Man in suit screaming and gesturing whilst in car

Man in suit screaming and gesturing whilst in car

Had she been driving a Range Rover and not a Toyota Yaris, would that guy have done the same, or did he assume (quite rightly) that the car was being driven by a young woman and therefore feel confident that he could frighten and bully her? I’d loved to have had a 7-foot male rugby player in the car with us, as I’d have asked my daughter to block the road so my burly pal could get out and ask the guy what the hell his problem was.

It’s like when you’re shopping for a particular brand of car—once they’re in your subconscious you see them wherever you go, where otherwise you’d be oblivious to them. Because I’ve become attuned to examples of aggressive driving over recent months means I see them on every single journey. That is not an exaggeration. I’d prefer not to bash men here, but 95% of the time, the aggression is from a solitary male at the wheel; they don’t display the same behaviour if they have their wife and kids in the car. And not necessarily boy racers, either—the vast majority are aged between 30 and 45.

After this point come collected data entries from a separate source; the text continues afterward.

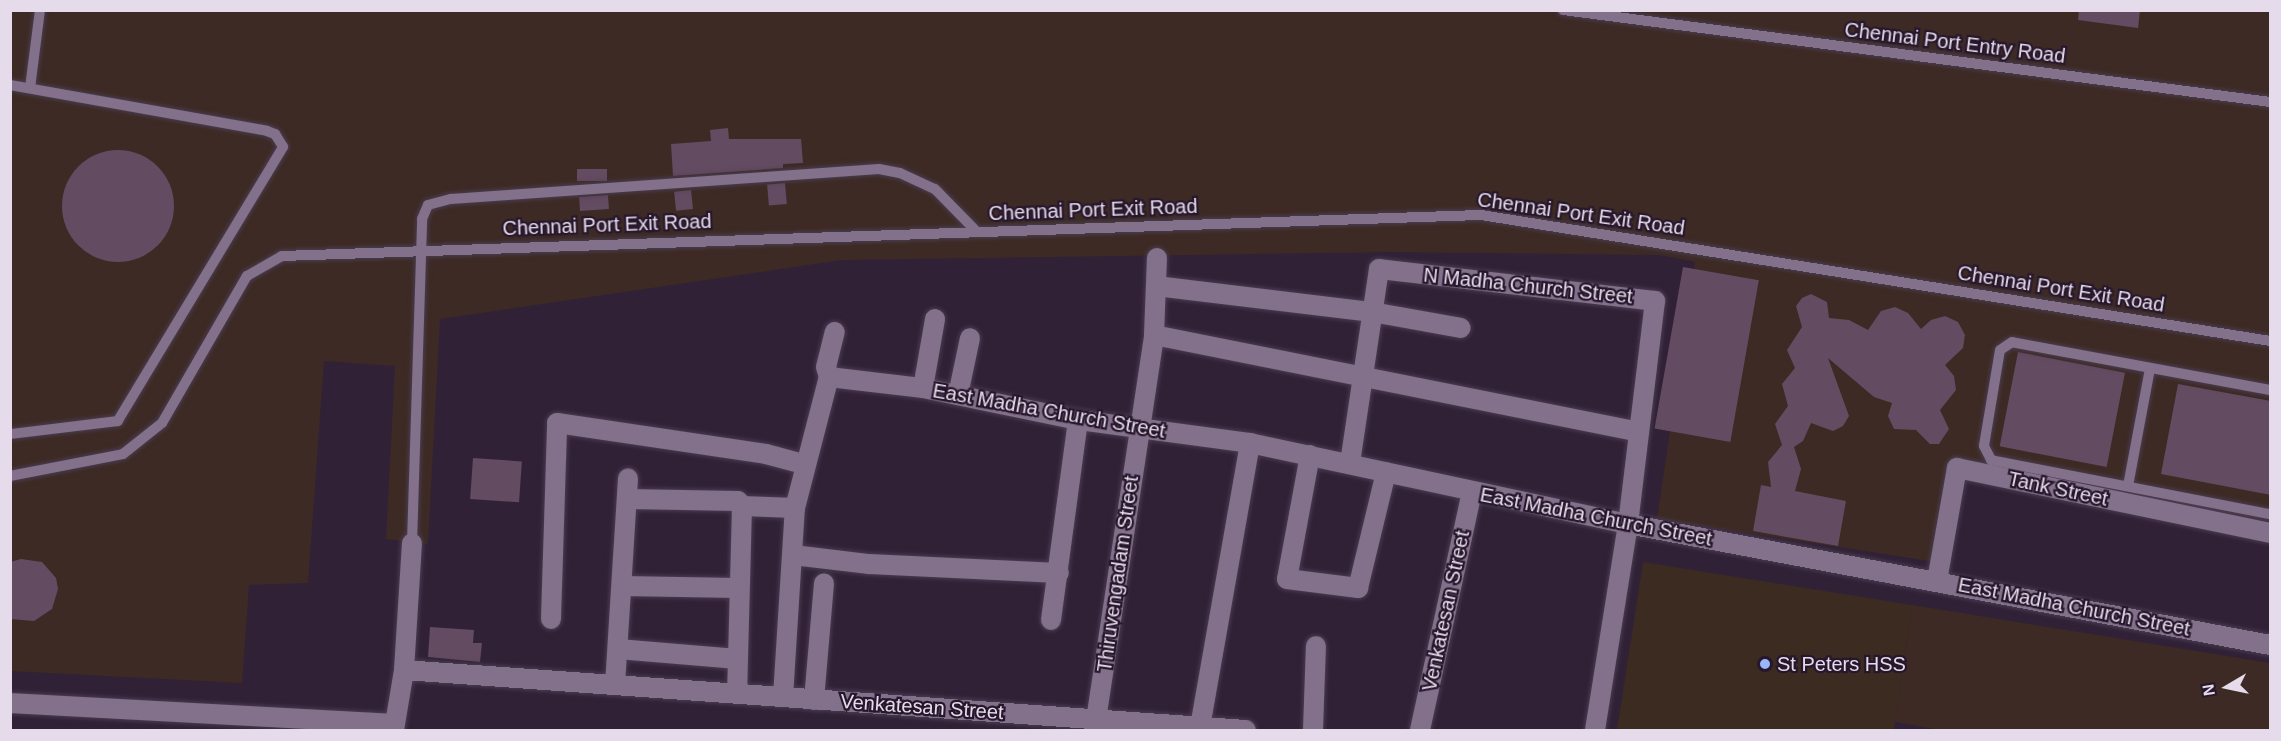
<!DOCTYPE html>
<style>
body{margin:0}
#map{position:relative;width:2281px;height:741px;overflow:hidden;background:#312137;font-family:Helvetica,sans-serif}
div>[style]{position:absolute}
.industrial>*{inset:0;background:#3d2a24}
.education>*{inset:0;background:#3c2b21}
.building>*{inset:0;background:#634b61;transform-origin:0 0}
.round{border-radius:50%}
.roads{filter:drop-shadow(0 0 2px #493c4f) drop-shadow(0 0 2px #493c4f)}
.lane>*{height:10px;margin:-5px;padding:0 5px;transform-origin:5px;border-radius:5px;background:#83708a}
.street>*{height:20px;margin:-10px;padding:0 10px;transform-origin:10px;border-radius:10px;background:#83708a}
.dots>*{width:16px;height:16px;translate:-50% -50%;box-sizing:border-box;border:3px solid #27172d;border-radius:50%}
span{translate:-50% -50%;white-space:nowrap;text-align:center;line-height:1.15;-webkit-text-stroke:4.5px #27172d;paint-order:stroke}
.street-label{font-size:20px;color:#e5dbea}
.poi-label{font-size:20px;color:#e5dbea}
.left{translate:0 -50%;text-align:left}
.frame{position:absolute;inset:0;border:12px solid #e5dbea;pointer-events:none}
.north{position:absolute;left:2197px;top:657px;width:60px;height:60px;-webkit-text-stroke:4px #27172d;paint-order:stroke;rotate:261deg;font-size:16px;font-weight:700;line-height:24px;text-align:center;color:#e5dbea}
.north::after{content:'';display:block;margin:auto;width:21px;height:27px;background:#e5dbea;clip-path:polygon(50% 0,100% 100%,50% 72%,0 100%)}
</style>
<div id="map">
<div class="industrial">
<div style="clip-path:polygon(10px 11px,2270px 11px,2270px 521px,1956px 460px,1936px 562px,1657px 519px,1695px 262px,1660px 255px,1395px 252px,842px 260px,440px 319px,428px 544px,386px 539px,395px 366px,324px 361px,308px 583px,249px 585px,242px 683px,11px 671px)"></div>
<div style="clip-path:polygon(1912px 605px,2270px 663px,2270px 730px,1940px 730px,1895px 722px)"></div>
</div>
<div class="education">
<div style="clip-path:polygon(1643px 562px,1912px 605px,1894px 730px,1617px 730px)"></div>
</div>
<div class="building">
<div style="clip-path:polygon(2079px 10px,2140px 10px,2138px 28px,2078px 20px)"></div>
<div style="clip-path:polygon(728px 128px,729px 139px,801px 139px,803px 163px,783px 164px,783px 168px,673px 176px,671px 144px,711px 141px,710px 130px)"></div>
<div class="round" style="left:62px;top:150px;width:112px;height:112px"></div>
<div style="left:607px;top:169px;width:12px;height:30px;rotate:90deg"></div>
<div style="left:785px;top:183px;width:21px;height:18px;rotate:85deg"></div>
<div style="left:691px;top:190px;width:19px;height:17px;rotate:84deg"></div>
<div style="left:608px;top:195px;width:14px;height:29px;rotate:86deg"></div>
<div style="left:1683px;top:267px;width:77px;height:164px;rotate:10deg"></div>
<div style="clip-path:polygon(1811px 294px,1827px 302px,1829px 318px,1849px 320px,1868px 330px,1881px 311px,1895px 307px,1908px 313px,1921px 329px,1931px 320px,1945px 316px,1958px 322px,1965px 335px,1963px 348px,1945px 365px,1954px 376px,1956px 390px,1940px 410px,1949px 429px,1939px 444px,1930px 444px,1916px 430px,1894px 429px,1888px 416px,1892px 403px,1874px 397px,1828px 358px,1849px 416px,1843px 426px,1833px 431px,1811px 423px,1803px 441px,1794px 447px,1801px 469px,1795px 491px,1846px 501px,1838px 546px,1753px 531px,1761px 485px,1771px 487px,1768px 462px,1782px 445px,1775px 424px,1788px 406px,1782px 384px,1795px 368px,1787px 350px,1802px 327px,1796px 306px,1802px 298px)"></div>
<div style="left:2018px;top:352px;width:109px;height:96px;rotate:11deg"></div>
<div style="clip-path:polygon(2178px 384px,2271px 401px,2271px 495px,2161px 474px)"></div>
<div style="left:473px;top:458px;width:49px;height:41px;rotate:4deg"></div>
<div style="clip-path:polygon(21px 559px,42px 562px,56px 578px,58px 589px,52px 609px,34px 621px,10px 619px,10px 562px)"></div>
<div style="clip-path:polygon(430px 627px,474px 630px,473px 643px,482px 643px,480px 662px,428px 657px)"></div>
</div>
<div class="roads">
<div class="lane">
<div style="left:1563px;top:10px;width:713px;rotate:7.41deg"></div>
<div style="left:10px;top:85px;width:261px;rotate:10.1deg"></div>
<div style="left:267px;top:131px;width:9px;rotate:21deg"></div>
<div style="left:275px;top:134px;width:15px;rotate:58deg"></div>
<div style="left:283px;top:147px;width:320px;rotate:121.1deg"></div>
<div style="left:118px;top:421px;width:109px;rotate:173.1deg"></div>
<div style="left:30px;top:88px;width:79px;rotate:-82.7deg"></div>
<div style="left:2270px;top:390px;width:262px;rotate:-169.5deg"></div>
<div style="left:2012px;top:342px;width:14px;rotate:146deg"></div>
<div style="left:2000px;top:350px;width:97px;rotate:99.5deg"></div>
<div style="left:1984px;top:446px;width:16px;rotate:63deg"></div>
<div style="left:1991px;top:460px;width:284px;rotate:11deg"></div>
<div style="left:10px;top:476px;width:115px;rotate:-11deg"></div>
<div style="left:123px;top:454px;width:50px;rotate:-38.5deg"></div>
<div style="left:162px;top:423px;width:170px;rotate:-60deg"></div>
<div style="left:247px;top:276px;width:40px;rotate:-29.7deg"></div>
<div style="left:282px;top:256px;width:1200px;rotate:-1.96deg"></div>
<div style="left:1481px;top:215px;width:799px;rotate:9.07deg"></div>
<div style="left:2128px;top:486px;width:120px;rotate:-79.4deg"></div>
<div style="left:412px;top:543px;width:324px;rotate:-88.2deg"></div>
<div style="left:422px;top:219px;width:15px;rotate:-67deg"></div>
<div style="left:428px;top:205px;width:24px;rotate:-15deg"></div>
<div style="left:451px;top:199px;width:429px;rotate:-4deg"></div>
<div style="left:879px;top:169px;width:21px;rotate:11deg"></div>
<div style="left:900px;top:173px;width:38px;rotate:25deg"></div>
<div style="left:935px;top:189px;width:59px;rotate:45.7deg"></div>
</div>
<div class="street">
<div style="left:1156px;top:286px;width:218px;rotate:6.9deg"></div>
<div style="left:1372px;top:312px;width:90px;rotate:10.2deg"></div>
<div style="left:1154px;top:335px;width:494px;rotate:11.3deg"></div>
<div style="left:829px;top:377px;width:95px;rotate:6.7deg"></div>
<div style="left:923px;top:388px;width:158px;rotate:11.7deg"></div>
<div style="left:1078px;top:420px;width:174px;rotate:7.6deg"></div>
<div style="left:1250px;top:443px;width:387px;rotate:12.1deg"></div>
<div style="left:1628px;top:524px;width:653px;rotate:10.67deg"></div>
<div style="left:923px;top:388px;width:70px;rotate:-80.1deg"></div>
<div style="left:958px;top:395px;width:58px;rotate:-78.1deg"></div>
<div style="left:1310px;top:455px;width:126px;rotate:100.5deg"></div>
<div style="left:1287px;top:579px;width:72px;rotate:7.2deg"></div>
<div style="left:1358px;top:588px;width:119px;rotate:-76.4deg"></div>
<div style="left:1350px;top:463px;width:196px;rotate:-81.5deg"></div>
<div style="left:1379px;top:269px;width:278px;rotate:6.6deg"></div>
<div style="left:1655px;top:301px;width:225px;rotate:96.9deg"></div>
<div style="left:1628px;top:524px;width:209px;rotate:99.1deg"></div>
<div style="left:627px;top:499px;width:111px;rotate:1deg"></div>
<div style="left:738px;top:501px;width:6px;rotate:51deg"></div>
<div style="left:742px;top:506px;width:188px;rotate:91.5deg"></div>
<div style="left:742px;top:506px;width:53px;rotate:2.2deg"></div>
<div style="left:793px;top:555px;width:77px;rotate:6.8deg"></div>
<div style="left:869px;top:564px;width:190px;rotate:2.7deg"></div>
<div style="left:1937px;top:581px;width:115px;rotate:-80deg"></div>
<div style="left:1957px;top:468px;width:320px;rotate:11.7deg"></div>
<div style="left:622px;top:586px;width:116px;rotate:1deg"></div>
<div style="left:551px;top:619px;width:196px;rotate:-88.2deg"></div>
<div style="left:557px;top:423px;width:211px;rotate:8.4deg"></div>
<div style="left:766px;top:454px;width:38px;rotate:15deg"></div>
<div style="left:1051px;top:620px;width:202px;rotate:-82.3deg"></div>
<div style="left:618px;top:649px;width:120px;rotate:4.8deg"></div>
<div style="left:404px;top:670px;width:844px;rotate:4.08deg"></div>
<div style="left:615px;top:685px;width:207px;rotate:-86.4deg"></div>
<div style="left:783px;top:697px;width:189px;rotate:-86.4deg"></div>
<div style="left:795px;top:508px;width:135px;rotate:-75.5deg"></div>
<div style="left:829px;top:377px;width:10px;rotate:-107deg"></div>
<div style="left:826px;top:367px;width:36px;rotate:-76deg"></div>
<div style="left:814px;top:700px;width:117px;rotate:-85.1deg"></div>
<div style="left:10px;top:703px;width:385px;rotate:3.1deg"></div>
<div style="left:1096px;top:720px;width:389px;rotate:-81.4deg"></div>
<div style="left:1154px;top:335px;width:77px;rotate:-87.8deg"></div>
<div style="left:1200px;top:727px;width:288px;rotate:-80deg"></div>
<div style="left:394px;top:730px;width:61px;rotate:-80.5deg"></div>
<div style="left:404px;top:670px;width:127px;rotate:-86.4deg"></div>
<div style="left:1313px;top:730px;width:84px;rotate:-88deg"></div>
<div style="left:1420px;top:730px;width:244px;rotate:-77.7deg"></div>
</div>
</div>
<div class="dots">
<div style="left:1765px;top:664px;background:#9bb5fd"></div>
</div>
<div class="street-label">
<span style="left:1955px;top:43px;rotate:7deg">Chennai Port Entry Road</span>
<span style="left:1093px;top:210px;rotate:-2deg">Chennai Port Exit Road</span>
<span style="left:1581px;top:214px;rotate:8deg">Chennai Port Exit Road</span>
<span style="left:607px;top:225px;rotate:-2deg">Chennai Port Exit Road</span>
<span style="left:1528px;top:286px;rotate:6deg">N Madha Church Street</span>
<span style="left:2061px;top:289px;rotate:9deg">Chennai Port Exit Road</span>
<span style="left:1049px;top:411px;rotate:10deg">East Madha Church Street</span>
<span style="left:2058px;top:489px;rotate:12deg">Tank Street</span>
<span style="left:1596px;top:517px;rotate:11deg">East Madha Church Street</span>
<span style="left:1118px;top:574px;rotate:-82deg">Thiruvengadam Street</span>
<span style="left:2074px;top:607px;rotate:11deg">East Madha Church Street</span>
<span style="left:1446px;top:611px;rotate:-78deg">Venkatesan Street</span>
<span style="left:922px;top:707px;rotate:4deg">Venkatesan Street</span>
</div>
<div class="poi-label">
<span class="left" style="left:1777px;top:664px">St Peters HSS</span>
</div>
<div class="frame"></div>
<div class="north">N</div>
</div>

Why is their time more important than everyone else’s? Are they all heart surgeons racing to operate on dying patients? What makes them see red mist when we’re all trying to get somewhere, and why have they so little empathy for young drivers who are still trying to gain their confidence on the road?

My daughter is not a bad driver—the fact she passed her test is relative proof of that. However, and as with every single driverbefore her, she is now undergoing her real practical training. Because NO test or number of lessons can prepare you for every eventuality on the road, and as someone now allowed to drive unaccompanied, she has to meet every one of these brand-new scenarios alone and judge how best to overcome them. And she won’t acquire this knowledge easily if some asshole is beeping their horn at her because she’s hesitated for a whole three seconds.

I’m glad to say that, when there was the opportunity for him to pass her (we took a different lane to turn off), and when he slowed to give her an angry look, she flipped him her middle finger.

Her driving instructor may have taught her how to drive, but I taught her how to deal with misogynistic, aggressive, pathetic s*itheads.